Start of EXTRACTED ENTRIES

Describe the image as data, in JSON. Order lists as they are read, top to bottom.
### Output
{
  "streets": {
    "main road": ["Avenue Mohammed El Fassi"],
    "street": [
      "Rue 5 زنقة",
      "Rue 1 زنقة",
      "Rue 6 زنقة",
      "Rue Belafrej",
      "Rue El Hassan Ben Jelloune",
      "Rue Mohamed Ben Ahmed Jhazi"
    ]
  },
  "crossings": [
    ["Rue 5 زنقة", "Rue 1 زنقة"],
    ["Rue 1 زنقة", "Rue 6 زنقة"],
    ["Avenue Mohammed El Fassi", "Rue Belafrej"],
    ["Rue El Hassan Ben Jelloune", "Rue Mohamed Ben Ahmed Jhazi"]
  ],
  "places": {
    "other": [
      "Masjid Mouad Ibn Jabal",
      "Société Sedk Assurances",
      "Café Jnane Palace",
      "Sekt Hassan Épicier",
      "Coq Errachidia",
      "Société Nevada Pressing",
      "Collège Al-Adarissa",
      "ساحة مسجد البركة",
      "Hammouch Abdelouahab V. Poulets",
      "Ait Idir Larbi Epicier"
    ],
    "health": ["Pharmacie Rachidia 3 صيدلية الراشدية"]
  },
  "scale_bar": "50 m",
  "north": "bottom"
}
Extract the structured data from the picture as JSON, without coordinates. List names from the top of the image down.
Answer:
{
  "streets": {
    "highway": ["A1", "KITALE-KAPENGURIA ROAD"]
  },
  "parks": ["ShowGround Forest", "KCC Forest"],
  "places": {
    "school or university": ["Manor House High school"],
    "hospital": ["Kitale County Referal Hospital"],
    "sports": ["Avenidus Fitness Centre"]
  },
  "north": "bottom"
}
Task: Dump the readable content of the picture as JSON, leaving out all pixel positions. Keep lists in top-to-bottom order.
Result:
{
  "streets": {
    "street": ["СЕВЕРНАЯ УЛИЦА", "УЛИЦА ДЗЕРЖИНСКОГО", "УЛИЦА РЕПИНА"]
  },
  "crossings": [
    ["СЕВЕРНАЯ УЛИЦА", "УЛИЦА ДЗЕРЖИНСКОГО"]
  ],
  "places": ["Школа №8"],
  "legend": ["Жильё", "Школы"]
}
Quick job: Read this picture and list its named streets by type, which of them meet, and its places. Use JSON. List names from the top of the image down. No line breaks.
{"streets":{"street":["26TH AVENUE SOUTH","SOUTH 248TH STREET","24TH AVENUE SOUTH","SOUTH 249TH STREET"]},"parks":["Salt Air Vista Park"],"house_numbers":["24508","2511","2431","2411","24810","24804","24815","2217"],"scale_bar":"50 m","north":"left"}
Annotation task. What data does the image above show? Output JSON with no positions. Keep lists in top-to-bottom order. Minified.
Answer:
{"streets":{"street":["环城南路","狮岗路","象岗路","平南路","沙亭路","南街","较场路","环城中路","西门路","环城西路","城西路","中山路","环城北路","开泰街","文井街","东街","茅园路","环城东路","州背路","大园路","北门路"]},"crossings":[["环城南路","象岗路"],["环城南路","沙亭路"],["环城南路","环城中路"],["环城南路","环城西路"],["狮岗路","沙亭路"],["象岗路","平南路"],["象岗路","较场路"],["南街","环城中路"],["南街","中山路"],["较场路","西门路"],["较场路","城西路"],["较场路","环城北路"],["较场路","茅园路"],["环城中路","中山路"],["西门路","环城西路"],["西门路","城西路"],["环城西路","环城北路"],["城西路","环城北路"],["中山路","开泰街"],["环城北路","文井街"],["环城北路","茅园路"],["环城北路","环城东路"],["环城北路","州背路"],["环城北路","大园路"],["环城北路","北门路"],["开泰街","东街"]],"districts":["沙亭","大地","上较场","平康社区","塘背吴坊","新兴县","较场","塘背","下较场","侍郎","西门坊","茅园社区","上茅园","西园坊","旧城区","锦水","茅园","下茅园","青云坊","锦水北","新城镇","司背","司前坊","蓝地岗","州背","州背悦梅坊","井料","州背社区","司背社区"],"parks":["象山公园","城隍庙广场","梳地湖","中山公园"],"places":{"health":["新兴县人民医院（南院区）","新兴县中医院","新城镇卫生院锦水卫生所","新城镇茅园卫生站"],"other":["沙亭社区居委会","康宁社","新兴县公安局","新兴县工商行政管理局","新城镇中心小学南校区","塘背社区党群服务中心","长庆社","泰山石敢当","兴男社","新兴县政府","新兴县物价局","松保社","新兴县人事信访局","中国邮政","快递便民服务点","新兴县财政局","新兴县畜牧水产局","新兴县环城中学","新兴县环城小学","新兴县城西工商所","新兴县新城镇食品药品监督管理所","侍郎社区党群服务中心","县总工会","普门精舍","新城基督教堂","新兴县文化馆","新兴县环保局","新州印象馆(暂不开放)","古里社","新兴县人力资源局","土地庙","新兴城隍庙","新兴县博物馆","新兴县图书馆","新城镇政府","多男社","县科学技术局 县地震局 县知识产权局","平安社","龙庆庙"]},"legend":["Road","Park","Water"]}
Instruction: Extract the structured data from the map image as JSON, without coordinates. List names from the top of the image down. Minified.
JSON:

End of EXTRACTED ENTRIES

Transcribe all of the records exactly.

Describe the image as data, in JSON. Order lists as they are read, top to bottom.
### Output
{
  "streets": {
    "main road": ["Avenue Mohammed El Fassi"],
    "street": [
      "Rue 5 زنقة",
      "Rue 1 زنقة",
      "Rue 6 زنقة",
      "Rue Belafrej",
      "Rue El Hassan Ben Jelloune",
      "Rue Mohamed Ben Ahmed Jhazi"
    ]
  },
  "crossings": [
    ["Rue 5 زنقة", "Rue 1 زنقة"],
    ["Rue 1 زنقة", "Rue 6 زنقة"],
    ["Avenue Mohammed El Fassi", "Rue Belafrej"],
    ["Rue El Hassan Ben Jelloune", "Rue Mohamed Ben Ahmed Jhazi"]
  ],
  "places": {
    "other": [
      "Masjid Mouad Ibn Jabal",
      "Société Sedk Assurances",
      "Café Jnane Palace",
      "Sekt Hassan Épicier",
      "Coq Errachidia",
      "Société Nevada Pressing",
      "Collège Al-Adarissa",
      "ساحة مسجد البركة",
      "Hammouch Abdelouahab V. Poulets",
      "Ait Idir Larbi Epicier"
    ],
    "health": ["Pharmacie Rachidia 3 صيدلية الراشدية"]
  },
  "scale_bar": "50 m",
  "north": "bottom"
}
Extract the structured data from the picture as JSON, without coordinates. List names from the top of the image down.
Answer:
{
  "streets": {
    "highway": ["A1", "KITALE-KAPENGURIA ROAD"]
  },
  "parks": ["ShowGround Forest", "KCC Forest"],
  "places": {
    "school or university": ["Manor House High school"],
    "hospital": ["Kitale County Referal Hospital"],
    "sports": ["Avenidus Fitness Centre"]
  },
  "north": "bottom"
}
Task: Dump the readable content of the picture as JSON, leaving out all pixel positions. Keep lists in top-to-bottom order.
Result:
{
  "streets": {
    "street": ["СЕВЕРНАЯ УЛИЦА", "УЛИЦА ДЗЕРЖИНСКОГО", "УЛИЦА РЕПИНА"]
  },
  "crossings": [
    ["СЕВЕРНАЯ УЛИЦА", "УЛИЦА ДЗЕРЖИНСКОГО"]
  ],
  "places": ["Школа №8"],
  "legend": ["Жильё", "Школы"]
}
Quick job: Read this picture and list its named streets by type, which of them meet, and its places. Use JSON. List names from the top of the image down. No line breaks.
{"streets":{"street":["26TH AVENUE SOUTH","SOUTH 248TH STREET","24TH AVENUE SOUTH","SOUTH 249TH STREET"]},"parks":["Salt Air Vista Park"],"house_numbers":["24508","2511","2431","2411","24810","24804","24815","2217"],"scale_bar":"50 m","north":"left"}
Annotation task. What data does the image above show? Output JSON with no positions. Keep lists in top-to-bottom order. Minified.
Answer:
{"streets":{"street":["环城南路","狮岗路","象岗路","平南路","沙亭路","南街","较场路","环城中路","西门路","环城西路","城西路","中山路","环城北路","开泰街","文井街","东街","茅园路","环城东路","州背路","大园路","北门路"]},"crossings":[["环城南路","象岗路"],["环城南路","沙亭路"],["环城南路","环城中路"],["环城南路","环城西路"],["狮岗路","沙亭路"],["象岗路","平南路"],["象岗路","较场路"],["南街","环城中路"],["南街","中山路"],["较场路","西门路"],["较场路","城西路"],["较场路","环城北路"],["较场路","茅园路"],["环城中路","中山路"],["西门路","环城西路"],["西门路","城西路"],["环城西路","环城北路"],["城西路","环城北路"],["中山路","开泰街"],["环城北路","文井街"],["环城北路","茅园路"],["环城北路","环城东路"],["环城北路","州背路"],["环城北路","大园路"],["环城北路","北门路"],["开泰街","东街"]],"districts":["沙亭","大地","上较场","平康社区","塘背吴坊","新兴县","较场","塘背","下较场","侍郎","西门坊","茅园社区","上茅园","西园坊","旧城区","锦水","茅园","下茅园","青云坊","锦水北","新城镇","司背","司前坊","蓝地岗","州背","州背悦梅坊","井料","州背社区","司背社区"],"parks":["象山公园","城隍庙广场","梳地湖","中山公园"],"places":{"health":["新兴县人民医院（南院区）","新兴县中医院","新城镇卫生院锦水卫生所","新城镇茅园卫生站"],"other":["沙亭社区居委会","康宁社","新兴县公安局","新兴县工商行政管理局","新城镇中心小学南校区","塘背社区党群服务中心","长庆社","泰山石敢当","兴男社","新兴县政府","新兴县物价局","松保社","新兴县人事信访局","中国邮政","快递便民服务点","新兴县财政局","新兴县畜牧水产局","新兴县环城中学","新兴县环城小学","新兴县城西工商所","新兴县新城镇食品药品监督管理所","侍郎社区党群服务中心","县总工会","普门精舍","新城基督教堂","新兴县文化馆","新兴县环保局","新州印象馆(暂不开放)","古里社","新兴县人力资源局","土地庙","新兴城隍庙","新兴县博物馆","新兴县图书馆","新城镇政府","多男社","县科学技术局 县地震局 县知识产权局","平安社","龙庆庙"]},"legend":["Road","Park","Water"]}
Instruction: Extract the structured data from the map image as JSON, without coordinates. List names from the top of the image down. Minified.
JSON:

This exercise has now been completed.